Verständigung auch ohne Sprache

Apropos Fremdsprache: Ein Hinderungsgrund, sich selbst an der Jumelage zu beteiligen, könnte für viele ja ein ganz einfacher sein: Sie sprechen kein Französisch. Doch Edler kann da beruhigen: Sprachkenntnisse seien von Vorteil, aber kein Muss. „Ich erinnere mich an zwei ältere Damen: Die Steinheimerin hatte bei der Französin in Colombelles während eines Besuchs gewohnt. Die eine sprach kein Französisch, die andere kein Deutsch. Beim Abschied nach ein paar Tagen lagen sich beide aber mit Tränen in den Augen in den Armen.“

Es regiert wieder das Misstrauen und es ist unsere Aufgabe, zumindest im Kleinen Vertrauen aufzubauen und zu stärken.

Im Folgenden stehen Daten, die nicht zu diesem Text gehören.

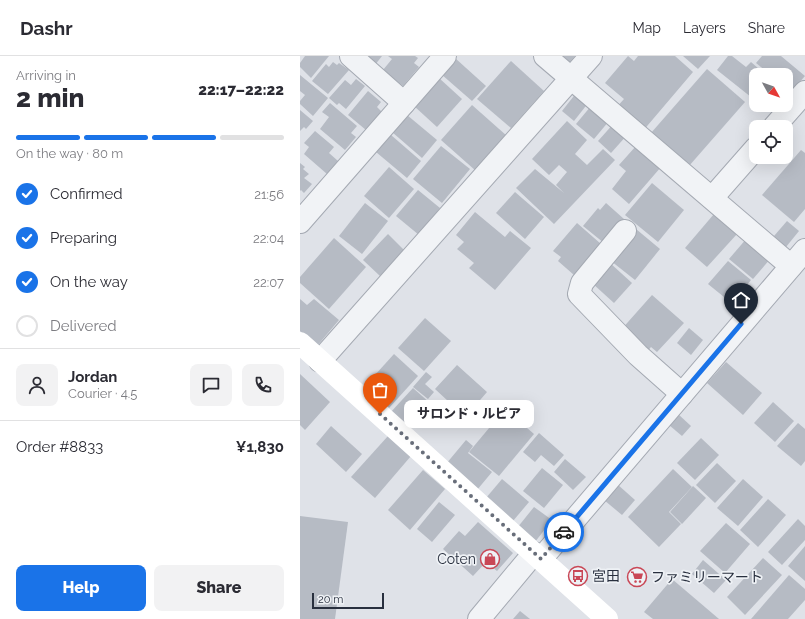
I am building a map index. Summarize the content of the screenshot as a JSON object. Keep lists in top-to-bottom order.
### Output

Erika Edler, Vorsitzende des Partnerschaftskomitees Steinheim/Colombelles

Verständigung geht also tiefer als Sprache. Und die deutsch-französische Freundschaft geht tiefer als zwei offizielle Besuche im Jahr: Es findet ein reger Austausch zwischen Sportvereinen, Musikschulen und Künstlern statt. Gewohnt wird jeweils – falls möglich – in den Familien, es gibt Einblicke in die jeweils andere Kultur und in den jeweils anderen Alltag. „Es muss sich auch niemand sorgen, allein gelassen zu werden“, versichert Edler: „Die Besuche werden ja vom Komitee begleitet. Es ist immer jemand da, der übersetzen könnte.“ Ganz davon abgesehen, ist das in Zeiten von Translator-Apps ohnehin kein großes Thema mehr.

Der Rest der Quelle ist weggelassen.